K-Pop is part of Korea’s much sought after K-Pop soft-power image which is one of the reasons Psy’s song has been able to stand out from the rest. At first the song struck me as strange because it stood out from the rest of Korea’s K-Pop trend. The artist, Park Jaesang (A.K.A Psy), is overweight and does not represent the slim and beautiful K-Pop stars roaming the Korean charts month after month. He has been busted for marijuana and has avoided the Korean’s mandatory military service.

The song is also about people pursuing this luxurious lifestyle as the scenes in the video suggest. It shows Psy as a hotshot in a number of seemingly exuberant and luxurious settings only to find out that the scene is pretty mundane when the camera pans out.

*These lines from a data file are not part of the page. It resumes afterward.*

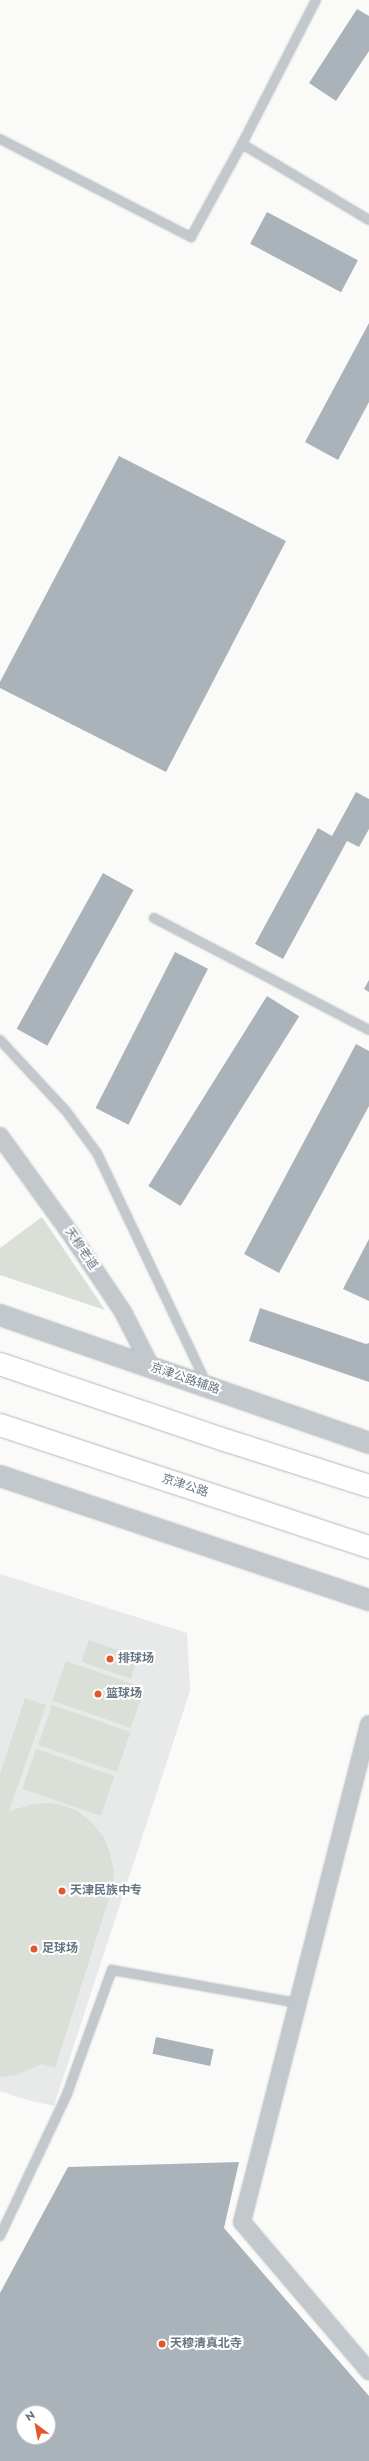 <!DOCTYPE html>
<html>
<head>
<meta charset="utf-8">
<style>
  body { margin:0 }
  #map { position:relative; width:369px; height:2461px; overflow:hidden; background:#fafaf8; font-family:Jost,"Noto Sans SC",sans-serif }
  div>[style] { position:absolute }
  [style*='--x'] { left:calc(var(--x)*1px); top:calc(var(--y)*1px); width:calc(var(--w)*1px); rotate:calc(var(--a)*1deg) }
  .built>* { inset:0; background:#e8e9e9 }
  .green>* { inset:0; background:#dadfd7; transform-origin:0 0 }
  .building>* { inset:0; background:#aab3b9; transform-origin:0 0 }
  .roads { filter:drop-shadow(0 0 1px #b4b9bd) drop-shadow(0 0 1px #b4b9bd) }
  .service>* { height:8px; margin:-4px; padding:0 4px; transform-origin:4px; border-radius:4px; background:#c3c8cc }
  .minor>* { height:16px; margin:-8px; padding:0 8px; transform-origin:8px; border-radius:8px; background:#c3c8cc }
  .tertiary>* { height:20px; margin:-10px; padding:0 10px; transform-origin:10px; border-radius:10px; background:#c3c8cc }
  .trunk>* { height:22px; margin:-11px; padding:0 11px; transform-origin:11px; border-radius:11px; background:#fff }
  .dots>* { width:11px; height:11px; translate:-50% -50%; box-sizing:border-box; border:2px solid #fff; border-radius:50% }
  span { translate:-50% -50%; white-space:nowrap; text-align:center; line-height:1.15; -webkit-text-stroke:4px #fff; paint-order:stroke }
  .street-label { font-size:12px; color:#657683 }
  .poi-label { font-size:12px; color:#657683; font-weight:700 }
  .left { translate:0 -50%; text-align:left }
  .north { position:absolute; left:16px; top:2405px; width:40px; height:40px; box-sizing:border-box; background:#fff; border:1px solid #c1c8cd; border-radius:50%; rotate:328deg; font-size:11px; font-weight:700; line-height:16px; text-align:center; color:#657683 }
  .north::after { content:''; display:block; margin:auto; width:14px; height:18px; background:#e4572e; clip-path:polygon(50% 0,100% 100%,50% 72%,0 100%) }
</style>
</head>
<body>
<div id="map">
  <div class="built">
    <div style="clip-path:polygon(0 1574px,187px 1633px,190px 1691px,54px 2106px,27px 2100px,0 2091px)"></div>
  </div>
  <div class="green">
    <div style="clip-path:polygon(42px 1217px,105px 1310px,0 1275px,0 1248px)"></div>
    <div style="left:89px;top:1640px;width:52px;height:23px;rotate:19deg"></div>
    <div style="left:66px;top:1661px;width:83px;height:42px;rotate:19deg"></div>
    <div style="clip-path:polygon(25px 1698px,46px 1705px,9px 1811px,34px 1804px,49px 1803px,62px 1805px,78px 1811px,92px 1823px,103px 1836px,110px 1853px,114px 1872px,113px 1886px,55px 2068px,42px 2064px,17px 2075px,0 2077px,0 1774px)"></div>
    <div style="left:52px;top:1705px;width:83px;height:42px;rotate:19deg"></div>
    <div style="left:36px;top:1749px;width:83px;height:42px;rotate:19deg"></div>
  </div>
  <div class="building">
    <div style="clip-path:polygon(357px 9px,369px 16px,369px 51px,336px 101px,309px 83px)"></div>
    <div style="left:267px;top:212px;width:103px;height:36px;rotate:28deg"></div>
    <div style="clip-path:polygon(369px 323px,369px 402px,338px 460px,305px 442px)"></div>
    <div style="clip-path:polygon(119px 456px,286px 541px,166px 772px,0 688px,0 682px)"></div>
    <div style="clip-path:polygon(356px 792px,369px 799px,369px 829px,359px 847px,347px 841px,283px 959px,255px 944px,318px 828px,332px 836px)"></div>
    <div style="left:103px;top:873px;width:35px;height:178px;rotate:29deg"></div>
    <div style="left:175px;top:952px;width:37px;height:175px;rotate:27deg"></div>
    <div style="clip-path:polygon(369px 980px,369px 992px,364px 989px)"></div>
    <div style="left:267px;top:996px;width:38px;height:224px;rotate:32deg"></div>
    <div style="clip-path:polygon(356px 1044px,369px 1051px,369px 1106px,279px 1273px,244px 1254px)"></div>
    <div style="clip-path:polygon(369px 1239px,369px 1301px,343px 1289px)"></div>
    <div style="clip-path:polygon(260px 1308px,366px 1344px,369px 1343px,369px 1382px,249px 1341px)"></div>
    <div style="left:156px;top:2037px;width:59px;height:17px;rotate:12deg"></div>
    <div style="clip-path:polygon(evenodd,239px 2162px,224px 2228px,369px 2396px,369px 2461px,0 2461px,0 2293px,68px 2167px,239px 2162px,24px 2413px,48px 2413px,48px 2437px,24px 2437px,24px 2413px)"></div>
  </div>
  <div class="roads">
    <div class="service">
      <div style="--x:0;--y:139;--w:215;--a:27.2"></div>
      <div style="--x:191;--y:237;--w:106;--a:-61.3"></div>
      <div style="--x:242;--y:144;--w:162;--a:-62.8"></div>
      <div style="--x:242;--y:144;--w:148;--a:30.9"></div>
      <div style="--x:154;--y:918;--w:242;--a:27.5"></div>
      <div style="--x:0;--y:1040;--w:97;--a:47.1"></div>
      <div style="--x:66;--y:1111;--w:52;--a:53.6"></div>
      <div style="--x:97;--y:1153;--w:255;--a:64.6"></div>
      <div style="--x:0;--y:2236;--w:157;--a:-64.7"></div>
      <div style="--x:67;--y:2094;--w:132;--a:-70.1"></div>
      <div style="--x:112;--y:1970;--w:188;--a:10.1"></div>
    </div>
    <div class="minor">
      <div style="--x:0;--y:1136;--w:123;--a:54.2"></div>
      <div style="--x:72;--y:1236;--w:92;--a:56.1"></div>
      <div style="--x:123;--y:1312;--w:62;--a:63"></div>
      <div style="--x:369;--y:1724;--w:514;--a:104.31"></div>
      <div style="--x:242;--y:2222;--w:196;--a:49.6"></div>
    </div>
    <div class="tertiary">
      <div style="--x:0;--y:1315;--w:391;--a:19.1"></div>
      <div style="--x:0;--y:1476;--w:389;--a:18.6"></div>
    </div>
    <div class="trunk">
      <div style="--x:0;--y:1364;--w:241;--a:18.7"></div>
      <div style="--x:228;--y:1441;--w:148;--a:17.7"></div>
      <div style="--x:0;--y:1425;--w:389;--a:18.3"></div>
    </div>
  </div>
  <div class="dots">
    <div style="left:110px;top:1659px;background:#e4572e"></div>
    <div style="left:98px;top:1694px;background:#e4572e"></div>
    <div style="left:62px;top:1891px;background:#e4572e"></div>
    <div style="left:34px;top:1949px;background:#e4572e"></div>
    <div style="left:162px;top:2344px;background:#e4572e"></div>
  </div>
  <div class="street-label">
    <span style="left:81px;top:1249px;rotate:56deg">天穆老道</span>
    <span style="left:185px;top:1379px;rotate:19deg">京津公路辅路</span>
    <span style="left:185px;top:1486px;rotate:18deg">京津公路</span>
  </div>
  <div class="poi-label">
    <span class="left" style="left:118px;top:1659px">排球场</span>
    <span class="left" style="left:106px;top:1694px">篮球场</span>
    <span class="left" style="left:70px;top:1891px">天津民族中专</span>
    <span class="left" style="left:42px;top:1949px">足球场</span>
    <span class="left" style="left:170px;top:2344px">天穆清真北寺</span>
  </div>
  <div class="north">N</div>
</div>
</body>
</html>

The artist is himself a parody of 21st century Culture in Korea. It has become characterized by its people’s beauty and its consumerist lifestyle. Through the overwhelming advertisements promoting youth and beauty to the smartphone crowds obsessed with their appearances as they groom themselves using their phones as mirrors in the subways. Park’s satirical song points at these features and uses the Gangnam area as the pinnacle of Korea’s current trends.

Gangnam is a wealthy area of Seoul known for its luxurious crowds concerned with shopping, slim girls and coffee shops. South Korea has become the world’s 11th largest coffee market as the number of coffee shops increased more than 50% between 2011 and 2012. Park refers to this in his song when he says “A classy girl who know how to enjoy the freedom of a cup of coffee” (Translated). He pokes fun at the women who would rather pay a couple bucks for a cheap meal in order to enjoy the conspicuous luxuries available such as Starbucks coffees. These women are known as “doenjangnyeo”, a term used to describe people blindly pursuing brand names and luxuries.

As the usual viral effects ripple through the web, so Gangnam Style has seen its fair share of parodies. Each parody concerned with its local area or town. Song titles have been sprouting up, going as far as Nerdy Style and Hongdae Style which is an area known for its urban and nightlife culture. These parodies have created a stir in and of themselves.